• [Requirement]:
Copy, from the material below, every line in which the word "tools" can be found.

•••

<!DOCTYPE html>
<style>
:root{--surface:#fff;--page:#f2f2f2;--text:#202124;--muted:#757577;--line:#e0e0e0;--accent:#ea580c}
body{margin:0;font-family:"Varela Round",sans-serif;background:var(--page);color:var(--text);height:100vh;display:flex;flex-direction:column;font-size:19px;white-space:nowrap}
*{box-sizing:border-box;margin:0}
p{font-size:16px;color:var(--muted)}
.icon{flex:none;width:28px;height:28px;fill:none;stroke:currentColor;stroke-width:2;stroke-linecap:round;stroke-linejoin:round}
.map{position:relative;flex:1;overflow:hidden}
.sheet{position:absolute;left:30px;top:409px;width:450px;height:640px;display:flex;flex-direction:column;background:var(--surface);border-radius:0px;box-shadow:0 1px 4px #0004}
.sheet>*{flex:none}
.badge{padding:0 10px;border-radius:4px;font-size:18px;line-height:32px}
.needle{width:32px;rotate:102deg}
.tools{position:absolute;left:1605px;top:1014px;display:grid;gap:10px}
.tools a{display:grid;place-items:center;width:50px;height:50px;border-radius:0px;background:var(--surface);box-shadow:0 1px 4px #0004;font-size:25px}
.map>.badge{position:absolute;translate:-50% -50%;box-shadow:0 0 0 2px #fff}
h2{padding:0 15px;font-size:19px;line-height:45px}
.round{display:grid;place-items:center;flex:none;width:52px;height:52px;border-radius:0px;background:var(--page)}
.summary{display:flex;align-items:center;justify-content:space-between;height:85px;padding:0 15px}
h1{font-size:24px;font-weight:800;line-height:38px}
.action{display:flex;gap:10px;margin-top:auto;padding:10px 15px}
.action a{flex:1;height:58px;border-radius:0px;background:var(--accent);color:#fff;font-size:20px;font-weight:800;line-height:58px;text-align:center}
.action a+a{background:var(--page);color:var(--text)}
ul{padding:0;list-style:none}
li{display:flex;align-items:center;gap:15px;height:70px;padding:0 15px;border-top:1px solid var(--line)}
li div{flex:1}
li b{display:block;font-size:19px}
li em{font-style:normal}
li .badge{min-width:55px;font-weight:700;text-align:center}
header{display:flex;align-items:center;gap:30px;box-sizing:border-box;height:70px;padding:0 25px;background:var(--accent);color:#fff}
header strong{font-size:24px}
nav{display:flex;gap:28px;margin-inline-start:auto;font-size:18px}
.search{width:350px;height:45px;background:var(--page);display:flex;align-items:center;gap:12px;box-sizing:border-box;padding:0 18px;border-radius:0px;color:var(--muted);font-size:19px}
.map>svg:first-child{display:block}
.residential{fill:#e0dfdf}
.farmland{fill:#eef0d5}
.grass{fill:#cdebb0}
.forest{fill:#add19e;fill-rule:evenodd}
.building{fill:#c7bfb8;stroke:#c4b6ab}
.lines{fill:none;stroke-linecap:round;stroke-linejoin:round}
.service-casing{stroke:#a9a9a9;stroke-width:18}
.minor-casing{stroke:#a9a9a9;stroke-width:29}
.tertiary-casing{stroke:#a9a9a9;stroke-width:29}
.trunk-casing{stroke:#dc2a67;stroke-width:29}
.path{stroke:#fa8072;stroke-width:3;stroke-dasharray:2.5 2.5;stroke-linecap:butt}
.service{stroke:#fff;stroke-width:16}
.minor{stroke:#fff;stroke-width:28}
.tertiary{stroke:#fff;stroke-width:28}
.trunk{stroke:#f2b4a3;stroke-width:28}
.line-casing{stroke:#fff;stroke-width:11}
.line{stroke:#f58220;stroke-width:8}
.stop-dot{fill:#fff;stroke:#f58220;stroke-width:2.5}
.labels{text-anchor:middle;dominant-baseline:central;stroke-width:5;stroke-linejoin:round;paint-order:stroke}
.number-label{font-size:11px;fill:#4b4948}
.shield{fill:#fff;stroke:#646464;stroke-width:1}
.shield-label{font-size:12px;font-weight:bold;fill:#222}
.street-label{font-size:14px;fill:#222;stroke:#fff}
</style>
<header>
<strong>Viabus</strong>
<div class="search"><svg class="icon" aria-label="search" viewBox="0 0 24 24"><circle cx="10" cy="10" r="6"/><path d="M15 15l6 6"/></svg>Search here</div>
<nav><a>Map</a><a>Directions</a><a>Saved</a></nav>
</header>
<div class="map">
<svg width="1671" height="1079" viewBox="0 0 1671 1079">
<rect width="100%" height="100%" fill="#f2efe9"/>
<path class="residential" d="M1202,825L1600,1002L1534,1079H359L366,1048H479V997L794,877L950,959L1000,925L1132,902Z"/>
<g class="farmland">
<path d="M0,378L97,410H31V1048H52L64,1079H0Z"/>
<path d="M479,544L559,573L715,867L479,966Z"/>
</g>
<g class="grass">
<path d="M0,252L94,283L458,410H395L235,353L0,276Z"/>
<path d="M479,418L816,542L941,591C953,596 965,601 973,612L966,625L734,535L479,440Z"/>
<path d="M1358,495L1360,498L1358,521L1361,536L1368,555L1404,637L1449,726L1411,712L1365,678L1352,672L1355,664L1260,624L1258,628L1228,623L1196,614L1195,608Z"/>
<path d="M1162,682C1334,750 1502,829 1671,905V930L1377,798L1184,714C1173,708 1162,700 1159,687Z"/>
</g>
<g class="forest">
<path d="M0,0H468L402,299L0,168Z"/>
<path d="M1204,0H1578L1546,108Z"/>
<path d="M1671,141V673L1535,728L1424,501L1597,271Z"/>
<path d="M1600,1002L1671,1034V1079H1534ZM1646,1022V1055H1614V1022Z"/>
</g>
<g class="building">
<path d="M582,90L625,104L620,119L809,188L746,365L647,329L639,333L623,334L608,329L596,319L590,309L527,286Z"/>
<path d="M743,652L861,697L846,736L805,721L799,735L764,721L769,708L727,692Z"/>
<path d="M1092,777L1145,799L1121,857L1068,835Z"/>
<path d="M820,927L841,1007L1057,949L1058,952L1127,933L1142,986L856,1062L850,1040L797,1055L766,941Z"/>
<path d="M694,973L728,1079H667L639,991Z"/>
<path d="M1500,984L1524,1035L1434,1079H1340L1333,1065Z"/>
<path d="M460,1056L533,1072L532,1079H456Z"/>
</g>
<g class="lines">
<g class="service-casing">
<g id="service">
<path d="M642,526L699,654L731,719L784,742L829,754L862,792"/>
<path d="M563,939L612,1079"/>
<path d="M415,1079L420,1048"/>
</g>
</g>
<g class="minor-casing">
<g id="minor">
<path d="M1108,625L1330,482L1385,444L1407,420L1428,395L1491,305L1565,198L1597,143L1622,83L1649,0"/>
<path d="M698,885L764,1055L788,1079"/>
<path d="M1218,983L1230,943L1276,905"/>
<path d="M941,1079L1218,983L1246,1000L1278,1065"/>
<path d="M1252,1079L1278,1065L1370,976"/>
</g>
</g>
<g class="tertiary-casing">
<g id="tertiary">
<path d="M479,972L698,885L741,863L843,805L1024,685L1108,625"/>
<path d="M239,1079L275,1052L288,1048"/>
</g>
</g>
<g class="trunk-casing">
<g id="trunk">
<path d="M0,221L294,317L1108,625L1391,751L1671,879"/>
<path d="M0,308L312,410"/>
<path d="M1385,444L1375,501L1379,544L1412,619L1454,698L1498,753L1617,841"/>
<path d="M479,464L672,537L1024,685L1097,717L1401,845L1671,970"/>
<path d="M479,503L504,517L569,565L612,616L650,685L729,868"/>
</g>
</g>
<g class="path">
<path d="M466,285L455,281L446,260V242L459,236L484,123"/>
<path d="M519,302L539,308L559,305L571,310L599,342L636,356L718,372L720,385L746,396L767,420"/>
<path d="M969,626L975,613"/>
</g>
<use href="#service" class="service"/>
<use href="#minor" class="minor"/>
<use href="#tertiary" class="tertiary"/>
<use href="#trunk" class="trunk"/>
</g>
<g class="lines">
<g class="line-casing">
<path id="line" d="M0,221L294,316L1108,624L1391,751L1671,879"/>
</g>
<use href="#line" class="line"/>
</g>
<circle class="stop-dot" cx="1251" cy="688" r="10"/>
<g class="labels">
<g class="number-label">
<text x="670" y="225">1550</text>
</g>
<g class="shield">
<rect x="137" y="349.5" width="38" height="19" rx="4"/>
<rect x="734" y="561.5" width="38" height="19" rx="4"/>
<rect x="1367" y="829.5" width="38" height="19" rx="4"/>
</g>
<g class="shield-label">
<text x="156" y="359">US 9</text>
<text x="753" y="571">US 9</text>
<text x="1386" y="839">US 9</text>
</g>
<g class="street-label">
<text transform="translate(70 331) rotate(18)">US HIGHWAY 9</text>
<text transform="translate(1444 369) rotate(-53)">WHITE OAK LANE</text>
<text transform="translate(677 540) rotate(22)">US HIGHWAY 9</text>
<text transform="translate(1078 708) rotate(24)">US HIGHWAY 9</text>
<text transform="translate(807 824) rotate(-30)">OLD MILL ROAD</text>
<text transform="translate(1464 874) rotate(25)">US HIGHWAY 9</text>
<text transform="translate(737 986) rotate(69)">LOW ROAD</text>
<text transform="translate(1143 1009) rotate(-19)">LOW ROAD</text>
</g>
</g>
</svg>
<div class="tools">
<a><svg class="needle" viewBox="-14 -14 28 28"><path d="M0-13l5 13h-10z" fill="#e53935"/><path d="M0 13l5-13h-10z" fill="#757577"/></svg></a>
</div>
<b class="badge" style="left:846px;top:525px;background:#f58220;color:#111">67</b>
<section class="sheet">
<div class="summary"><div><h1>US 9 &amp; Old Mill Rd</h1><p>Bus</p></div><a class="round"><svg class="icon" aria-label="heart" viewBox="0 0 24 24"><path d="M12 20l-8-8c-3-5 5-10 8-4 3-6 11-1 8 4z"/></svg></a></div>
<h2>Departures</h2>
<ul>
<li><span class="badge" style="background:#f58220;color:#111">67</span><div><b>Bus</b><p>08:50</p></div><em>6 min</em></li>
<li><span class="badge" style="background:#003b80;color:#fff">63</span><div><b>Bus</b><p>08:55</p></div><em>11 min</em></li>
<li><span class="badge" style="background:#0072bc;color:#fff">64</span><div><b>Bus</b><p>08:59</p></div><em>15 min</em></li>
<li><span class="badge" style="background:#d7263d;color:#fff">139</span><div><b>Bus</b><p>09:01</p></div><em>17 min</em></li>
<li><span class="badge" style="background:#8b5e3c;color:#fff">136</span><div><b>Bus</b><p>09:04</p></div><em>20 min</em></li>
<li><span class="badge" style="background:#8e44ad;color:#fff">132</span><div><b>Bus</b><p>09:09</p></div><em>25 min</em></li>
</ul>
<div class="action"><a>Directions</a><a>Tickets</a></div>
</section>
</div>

•••

• [Exercise answer]:
.tools{position:absolute;left:1605px;top:1014px;display:grid;gap:10px}
.tools a{display:grid;place-items:center;width:50px;height:50px;border-radius:0px;background:var(--surface);box-shadow:0 1px 4px #0004;font-size:25px}
<div class="tools">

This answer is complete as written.